Did you love E.T. as a child? Well, you might have different memories after seeing E.T.T. The Extra Terrifying Terrestrial. When his fingertip lights up, you know he’s going to kill. Don’t offer him any Reese’s Pieces unless you want to end up in Resting in Pieces. Yeah, he phones home all right…to tell them to send more chainsaws.

Ferris Bueller’s Day Off? More like, Ferris Bueller’s Head’s Off! What would be scarier than having Ben Stein reprise his role but this time as a teacher who has been pushed too far and loses it. Picture a dark alley at night, with Ferris trapped against a brick wall. Here comes Stein’s character with an axe, dully repeating: “Bueller? Bueller? Anyone?” Scary.

They could easily turn Raising Arizona into Maiming Arizona. A clueless couple in want of a child kidnaps a baby from a family who seems a little, shall we say, weird. The couple figures that family didn’t deserve a baby anyway.
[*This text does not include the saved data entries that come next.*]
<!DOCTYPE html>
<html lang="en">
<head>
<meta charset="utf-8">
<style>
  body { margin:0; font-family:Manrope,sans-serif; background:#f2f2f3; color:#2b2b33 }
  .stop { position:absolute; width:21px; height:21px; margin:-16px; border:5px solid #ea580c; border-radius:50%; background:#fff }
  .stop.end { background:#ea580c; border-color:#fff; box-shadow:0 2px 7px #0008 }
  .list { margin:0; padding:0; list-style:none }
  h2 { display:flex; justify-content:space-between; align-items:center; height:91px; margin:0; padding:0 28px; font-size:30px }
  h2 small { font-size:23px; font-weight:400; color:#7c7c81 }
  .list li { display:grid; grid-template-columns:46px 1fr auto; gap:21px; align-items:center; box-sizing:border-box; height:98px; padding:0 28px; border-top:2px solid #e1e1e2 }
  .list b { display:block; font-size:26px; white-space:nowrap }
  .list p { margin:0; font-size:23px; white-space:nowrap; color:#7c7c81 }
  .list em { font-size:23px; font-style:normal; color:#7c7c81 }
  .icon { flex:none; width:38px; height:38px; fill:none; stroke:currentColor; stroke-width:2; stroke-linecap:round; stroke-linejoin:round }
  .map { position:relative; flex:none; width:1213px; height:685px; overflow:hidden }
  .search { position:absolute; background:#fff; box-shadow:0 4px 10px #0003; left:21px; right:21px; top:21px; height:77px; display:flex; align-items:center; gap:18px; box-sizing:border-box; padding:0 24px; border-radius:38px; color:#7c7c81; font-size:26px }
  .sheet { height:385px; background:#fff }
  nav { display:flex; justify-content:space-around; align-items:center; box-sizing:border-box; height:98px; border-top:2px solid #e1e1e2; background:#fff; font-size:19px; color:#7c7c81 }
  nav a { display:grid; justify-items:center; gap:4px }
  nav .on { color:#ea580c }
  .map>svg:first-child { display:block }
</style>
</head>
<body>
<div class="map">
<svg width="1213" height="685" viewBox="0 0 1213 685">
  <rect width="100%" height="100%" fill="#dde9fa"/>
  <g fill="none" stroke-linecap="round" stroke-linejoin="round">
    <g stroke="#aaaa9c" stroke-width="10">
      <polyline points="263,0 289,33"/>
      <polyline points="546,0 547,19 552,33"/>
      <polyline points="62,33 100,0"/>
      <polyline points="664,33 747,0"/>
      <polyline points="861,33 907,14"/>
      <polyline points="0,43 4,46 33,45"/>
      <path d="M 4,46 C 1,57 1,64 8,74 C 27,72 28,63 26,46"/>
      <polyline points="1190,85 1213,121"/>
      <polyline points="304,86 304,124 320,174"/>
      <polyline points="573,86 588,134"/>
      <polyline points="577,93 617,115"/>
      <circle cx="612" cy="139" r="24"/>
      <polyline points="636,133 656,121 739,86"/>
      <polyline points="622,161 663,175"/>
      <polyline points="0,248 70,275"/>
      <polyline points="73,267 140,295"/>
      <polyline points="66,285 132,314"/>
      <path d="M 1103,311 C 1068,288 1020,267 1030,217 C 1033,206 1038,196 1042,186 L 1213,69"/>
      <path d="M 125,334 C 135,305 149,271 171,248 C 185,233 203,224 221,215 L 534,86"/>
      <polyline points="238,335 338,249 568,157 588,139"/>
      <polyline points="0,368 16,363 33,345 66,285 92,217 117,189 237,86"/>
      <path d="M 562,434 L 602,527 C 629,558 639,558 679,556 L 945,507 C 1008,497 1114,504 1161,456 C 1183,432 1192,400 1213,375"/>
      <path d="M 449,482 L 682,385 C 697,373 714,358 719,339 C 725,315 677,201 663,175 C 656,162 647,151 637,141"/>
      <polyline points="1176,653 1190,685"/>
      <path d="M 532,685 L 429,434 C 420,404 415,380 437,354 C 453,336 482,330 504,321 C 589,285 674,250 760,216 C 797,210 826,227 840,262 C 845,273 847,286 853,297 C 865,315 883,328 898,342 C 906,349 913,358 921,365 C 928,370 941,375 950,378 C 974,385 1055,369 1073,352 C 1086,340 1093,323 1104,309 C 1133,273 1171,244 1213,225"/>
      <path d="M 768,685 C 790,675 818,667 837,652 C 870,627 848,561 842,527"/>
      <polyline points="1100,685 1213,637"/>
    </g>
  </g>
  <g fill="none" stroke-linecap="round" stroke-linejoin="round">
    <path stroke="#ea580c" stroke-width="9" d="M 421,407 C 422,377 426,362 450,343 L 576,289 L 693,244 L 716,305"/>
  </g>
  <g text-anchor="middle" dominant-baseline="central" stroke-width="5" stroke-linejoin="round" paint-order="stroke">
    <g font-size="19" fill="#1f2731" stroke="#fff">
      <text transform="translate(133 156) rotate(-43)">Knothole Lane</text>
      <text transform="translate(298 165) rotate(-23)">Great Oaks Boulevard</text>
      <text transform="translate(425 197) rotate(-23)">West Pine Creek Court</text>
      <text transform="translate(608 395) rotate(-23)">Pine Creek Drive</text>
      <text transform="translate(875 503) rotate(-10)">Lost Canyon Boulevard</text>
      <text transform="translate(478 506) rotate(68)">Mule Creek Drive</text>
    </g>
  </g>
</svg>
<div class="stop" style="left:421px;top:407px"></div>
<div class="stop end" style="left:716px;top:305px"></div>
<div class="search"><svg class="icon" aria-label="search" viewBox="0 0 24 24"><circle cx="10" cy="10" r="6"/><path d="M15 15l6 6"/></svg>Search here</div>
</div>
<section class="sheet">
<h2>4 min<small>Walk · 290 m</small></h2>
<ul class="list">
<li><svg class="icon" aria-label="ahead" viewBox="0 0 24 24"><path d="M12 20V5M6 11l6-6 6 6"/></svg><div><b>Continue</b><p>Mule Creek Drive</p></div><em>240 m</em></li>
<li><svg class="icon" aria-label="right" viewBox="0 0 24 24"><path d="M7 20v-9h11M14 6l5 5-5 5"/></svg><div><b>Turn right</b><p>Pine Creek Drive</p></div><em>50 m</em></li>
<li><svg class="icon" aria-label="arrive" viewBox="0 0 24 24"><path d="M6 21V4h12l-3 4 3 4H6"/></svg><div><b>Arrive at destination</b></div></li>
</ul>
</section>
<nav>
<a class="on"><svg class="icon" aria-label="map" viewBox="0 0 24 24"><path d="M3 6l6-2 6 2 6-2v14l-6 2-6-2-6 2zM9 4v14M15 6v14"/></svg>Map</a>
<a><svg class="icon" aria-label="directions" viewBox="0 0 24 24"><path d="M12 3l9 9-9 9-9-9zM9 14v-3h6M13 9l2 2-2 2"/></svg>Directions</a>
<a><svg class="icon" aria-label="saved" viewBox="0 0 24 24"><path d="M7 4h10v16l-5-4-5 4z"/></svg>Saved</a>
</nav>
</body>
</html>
The problem: This child grows horns and is the spawn of Satan himself! He’s out to find and wreak havoc in the hottest states he can find, starting with Arizona. In one memorable scene, the child is accidentally left on a highway. By the time the clueless parents realize their mistake, the kid has telekinetically blown up several semi-trucks. Yeah, I know…pretty sweet.

In a way, the idea of re-imaging can make us all a little optimistic that things can be renewed. For those of you who have been following my swelling situation, I hope to be re-imaged myself in the near future through surgery. The St. Louis doctors just may have figured this thing out. Hopefully none of the surgeons are named Voorhees, Myers or Krueger. I’ll blog it when I have some specifics. In the meantime, rent the first four Friday the 13ths (the good ones) and watch them with the lights off. I double dare you. You’ll get to see a young Kevin Bacon bite the dust.